しかし、いつまでも沈黙を保つリープにマグティーンが遂に憤る。
「早ク、謝レト言ッテイルダロウ!」
静かな山頂に怒号が響き、ポッポがそれに反応して山から飛び立つ。ファインたちも余りの大声に身の毛がよだった。
「……おい、」
リープがやっと口を開く。しかし、それはファインたちの期待する答えでは無かった。
「今すぐ此処を離れろ!じゃないと…ぐっ!?」
「同情ノ余地無シダナ…」
マグティーンは引っ張る強さを増す。リープは後ろに仰け反ったため声が吃ってしまった。
「デハ、りーぷハ私タチ保安庁ニ任セテ下サイ。」
「…ルリッ!」
リープが何か言った気がしたが、ファインたちの所までは全く届かなかった。むしろ、犯罪者の言う事など関係無いと言ったところか。何はともあれ、兄弟が再び出会えたことに今は喜ぶべきだろう。
「はぁ〜、良かったわね、ルリくん。それにしても貴方、女の子みたいね。
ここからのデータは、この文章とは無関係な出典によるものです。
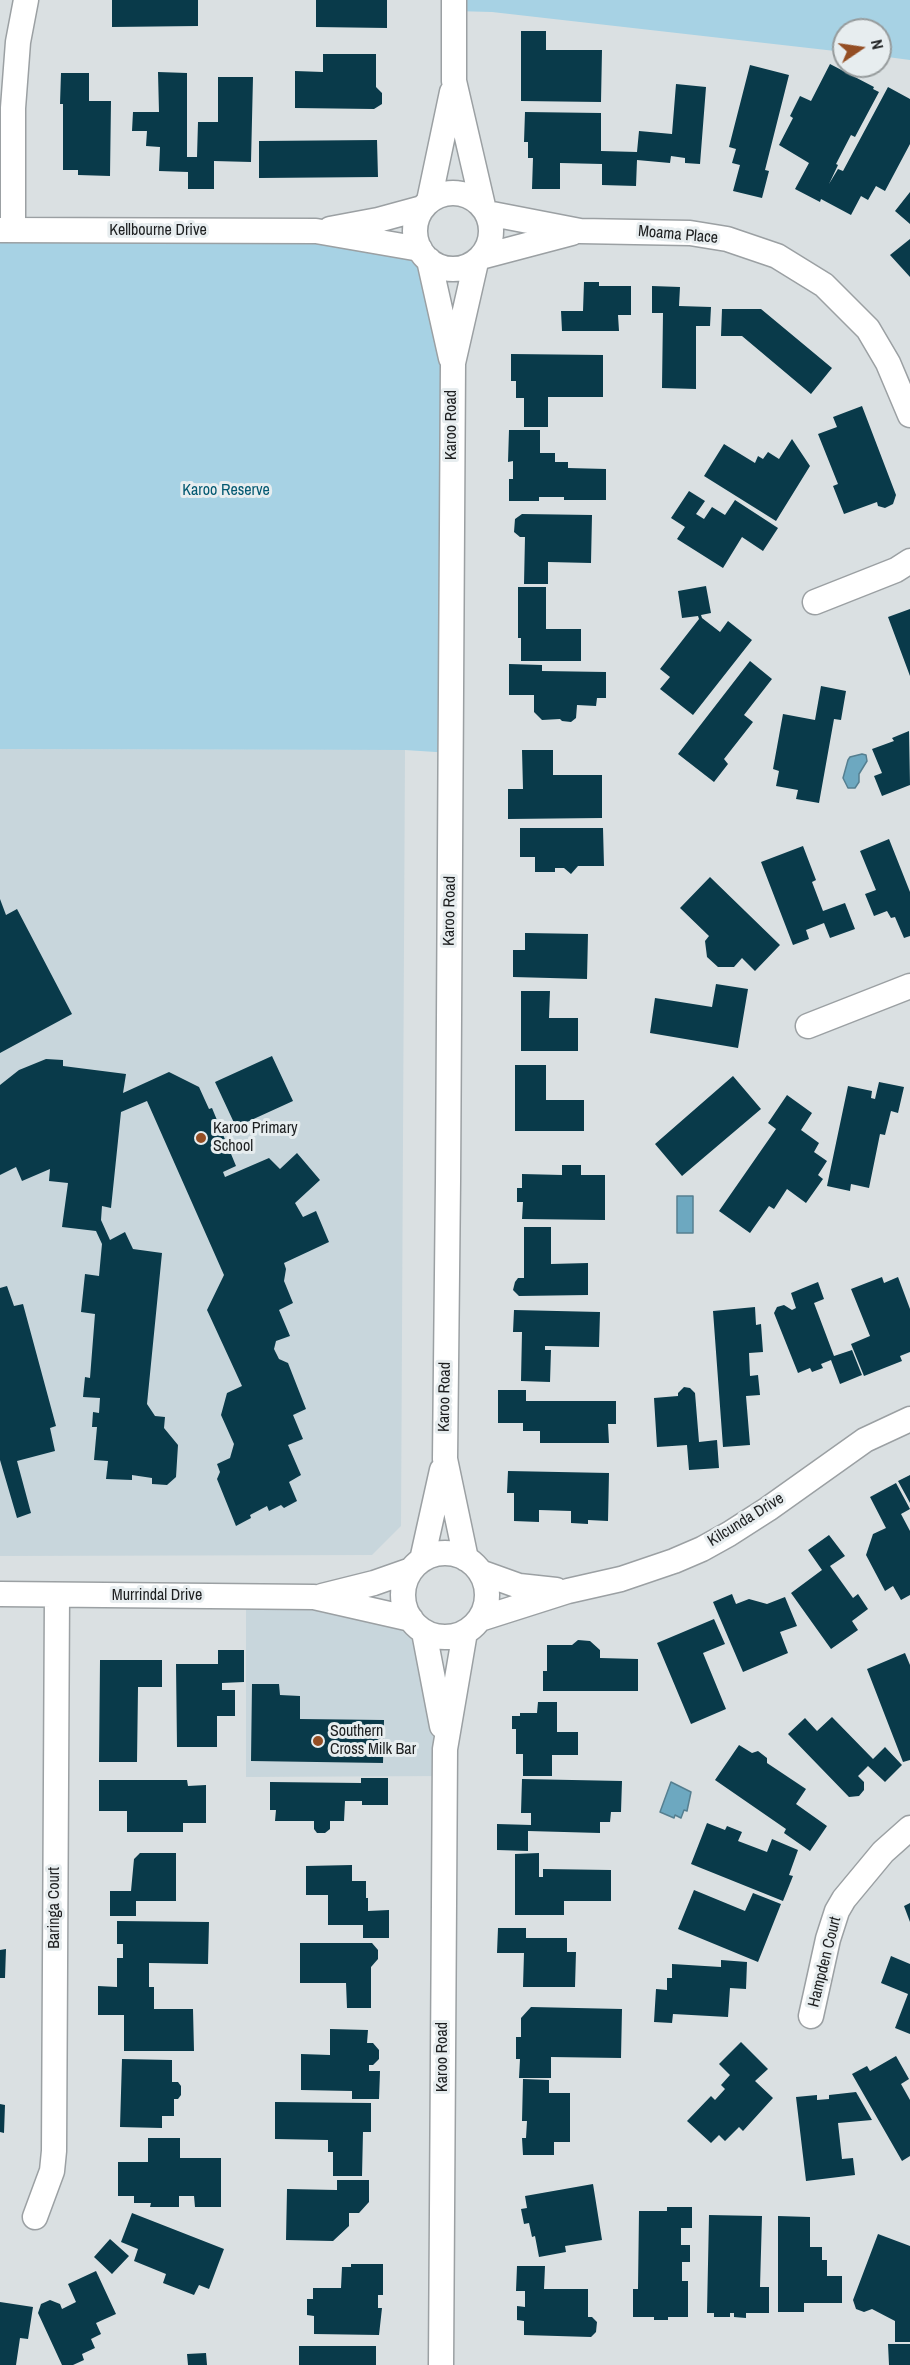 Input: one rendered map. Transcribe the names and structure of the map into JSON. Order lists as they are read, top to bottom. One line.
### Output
{"streets":{"street":["Kellbourne Drive","Moama Place","Karoo Road","Kilcunda Drive","Murrindal Drive","Baringa Court","Hampden Court"]},"crossings":[["Kellbourne Drive","Moama Place"],["Kellbourne Drive","Karoo Road"],["Moama Place","Karoo Road"],["Karoo Road","Kilcunda Drive"],["Karoo Road","Murrindal Drive"],["Kilcunda Drive","Murrindal Drive"],["Murrindal Drive","Baringa Court"]],"parks":["Karoo Reserve"],"places":["Karoo Primary School","Southern Cross Milk Bar"],"north":"right"} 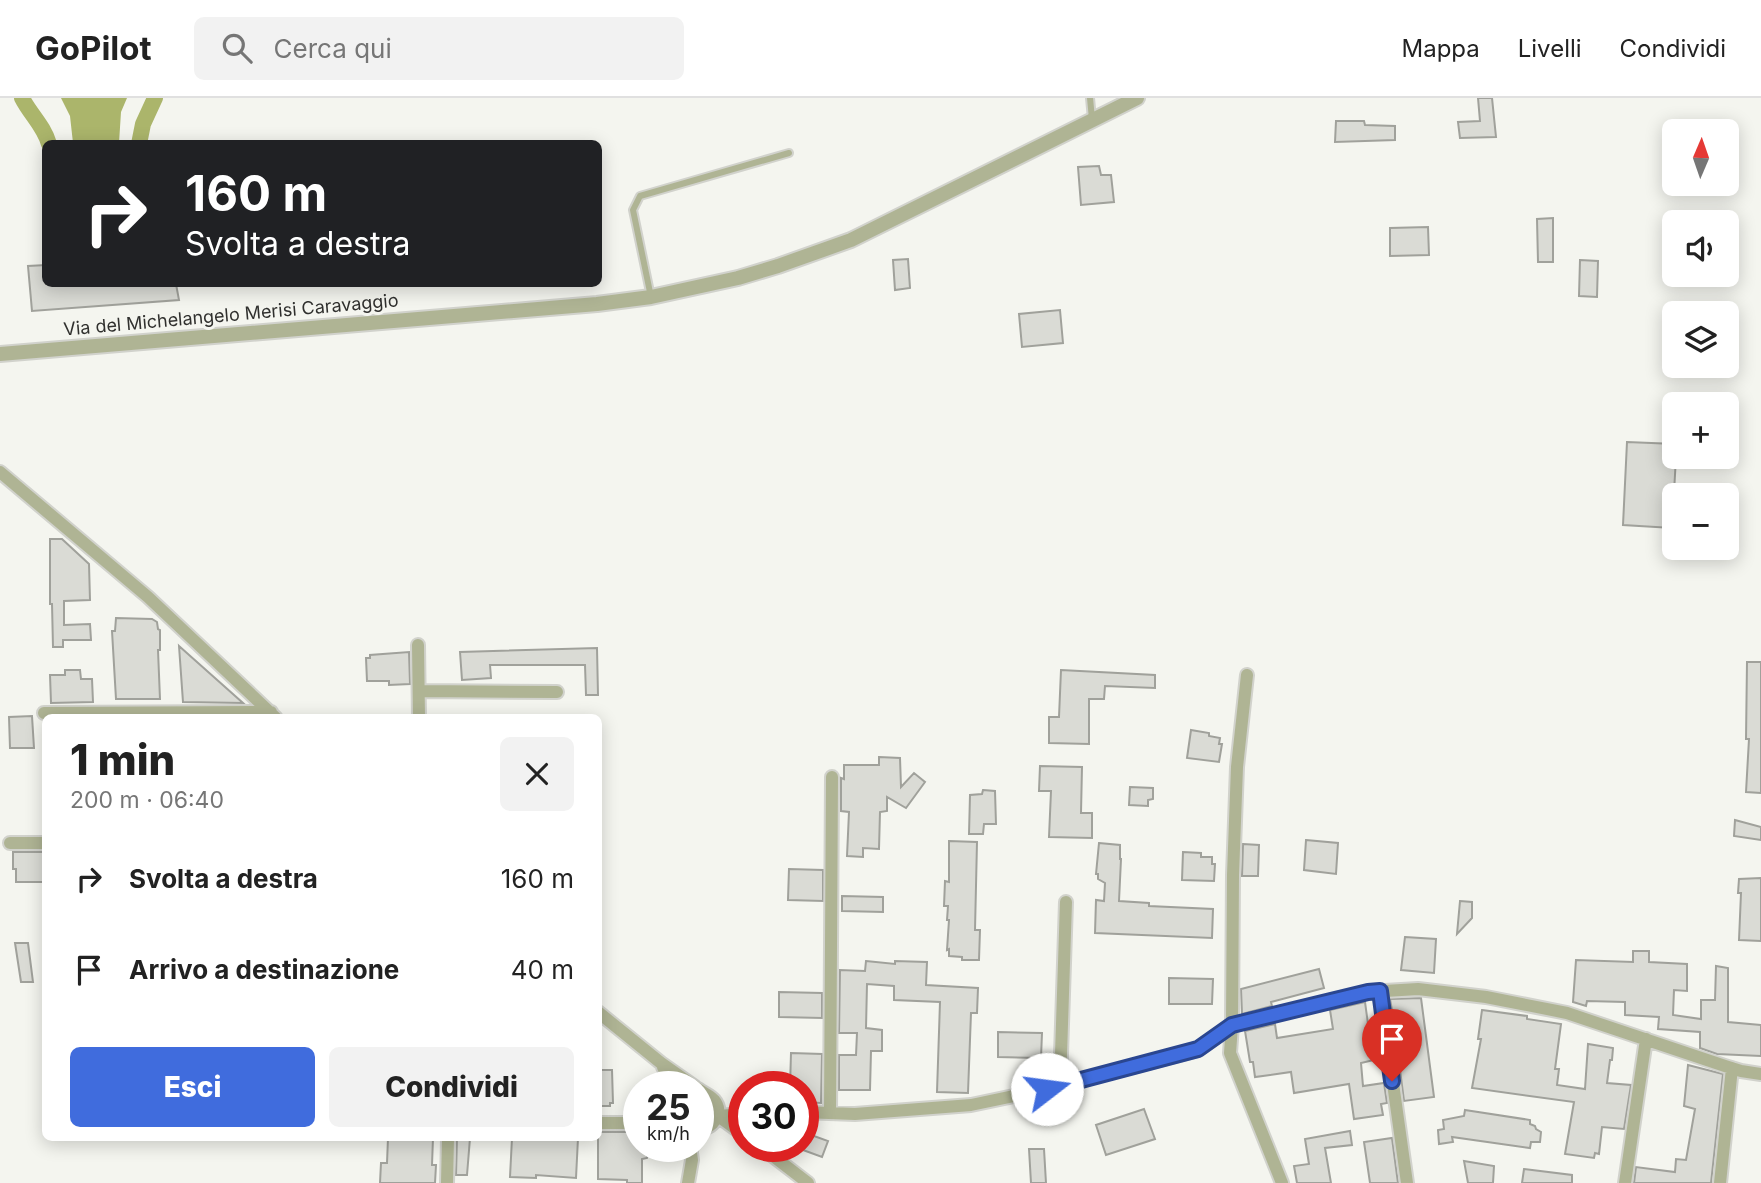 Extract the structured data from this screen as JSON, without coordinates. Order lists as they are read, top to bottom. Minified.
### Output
{"streets":{"street":["Via del Michelangelo Merisi Caravaggio"]},"north":"top","page":{"header":"GoPilot","search":"Cerca qui","nav":["Mappa","Livelli","Condividi"],"map_buttons":["+","−"],"turn":["160 m","Svolta a destra"],"heading":["1 min","200 m · 06:40"],"list":[{"name":"Svolta a destra","value":"160 m"},{"name":"Arrivo a destinazione","value":"40 m"}],"buttons":["Esci","Condividi"],"speed":"25 km/h","limit":"30"}} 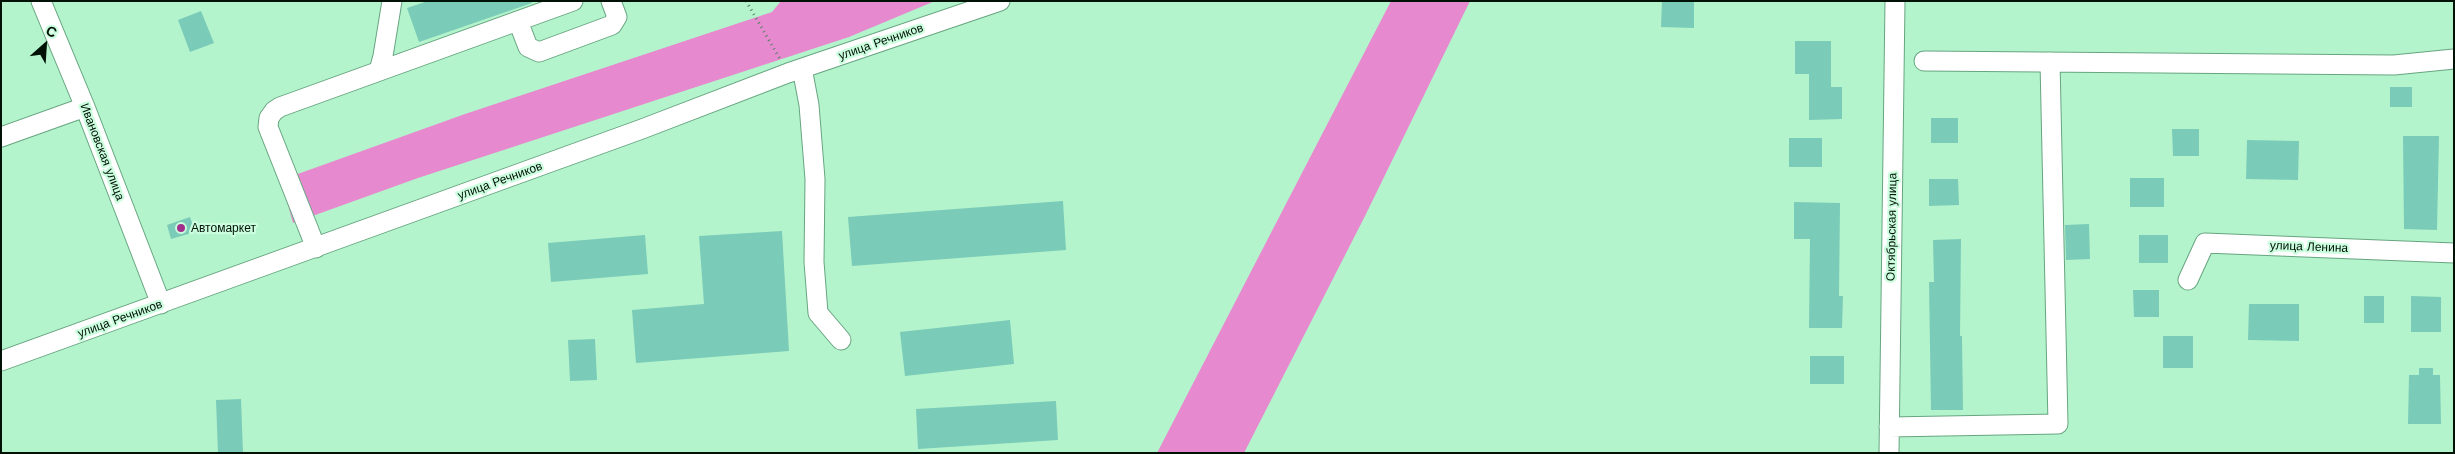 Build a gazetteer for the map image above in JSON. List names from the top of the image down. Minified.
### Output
{"streets":{"street":["улица Речников","Ивановская улица","Октябрьская улица","улица Ленина"]},"crossings":[["улица Речников","Ивановская улица"]],"places":["Автомаркет"],"north":"top right"} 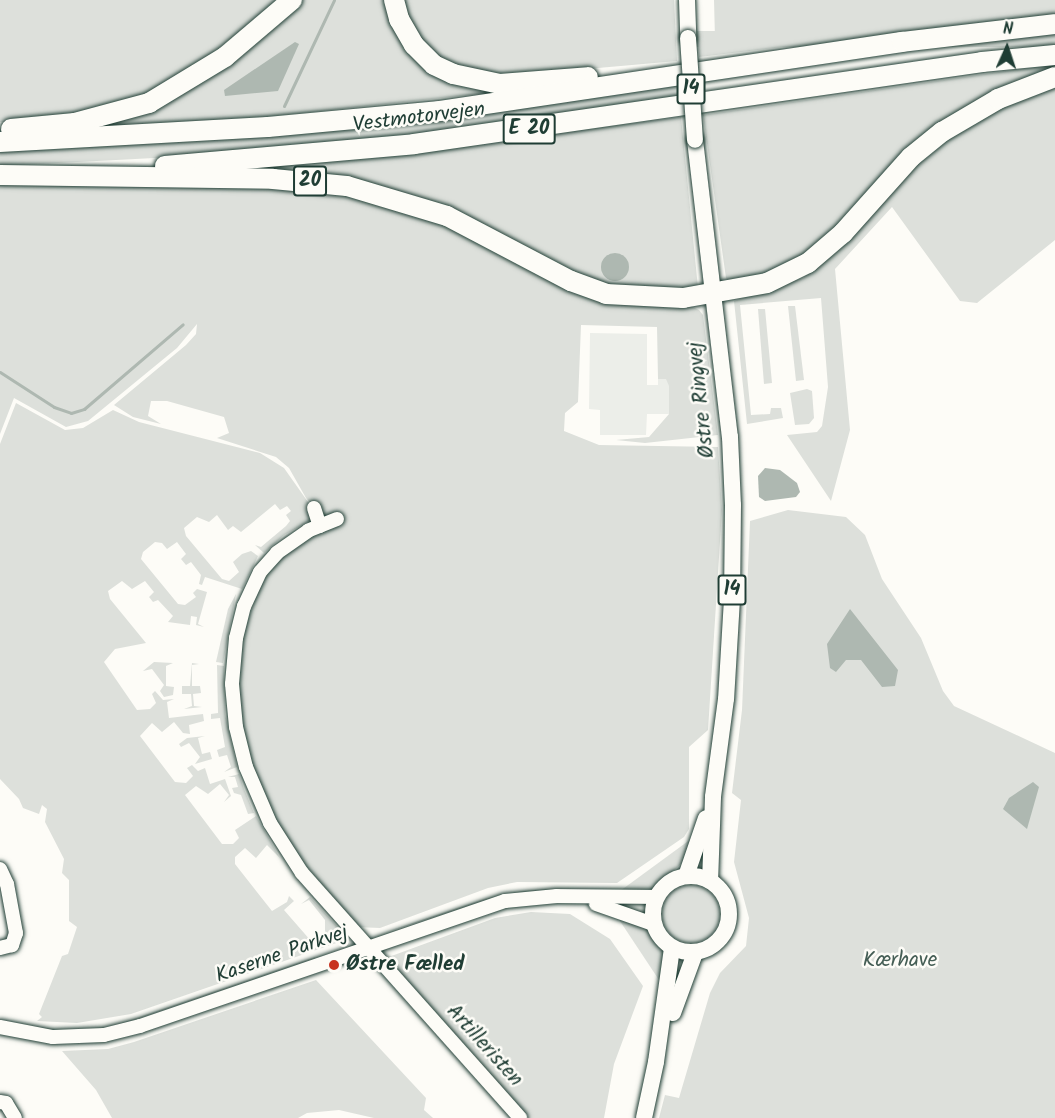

所謂、中性的な顔立ちってやつ。」
「え!そ、そうですか?」
「本当に女みたいだな。だから、あんな変態に目付けられるんだな!ハッハッハ!」
「アクアさん、冗談でもやめてくださいよ!でも、本当に良かった…」
ポードはもう一度ルリを抱きしめる。流石のルリも照れているのが顔に出ていた。
「お兄ちゃん、苦しいよ。早く、お母さんにカーネーション渡そう。」
ルリはそういうどこからともなくカーネーションをだす。それは深紅に染まった花弁と薔薇に似た美しさがあり、こんな辺鄙な山にはあまりにも不釣り合いな存在だった。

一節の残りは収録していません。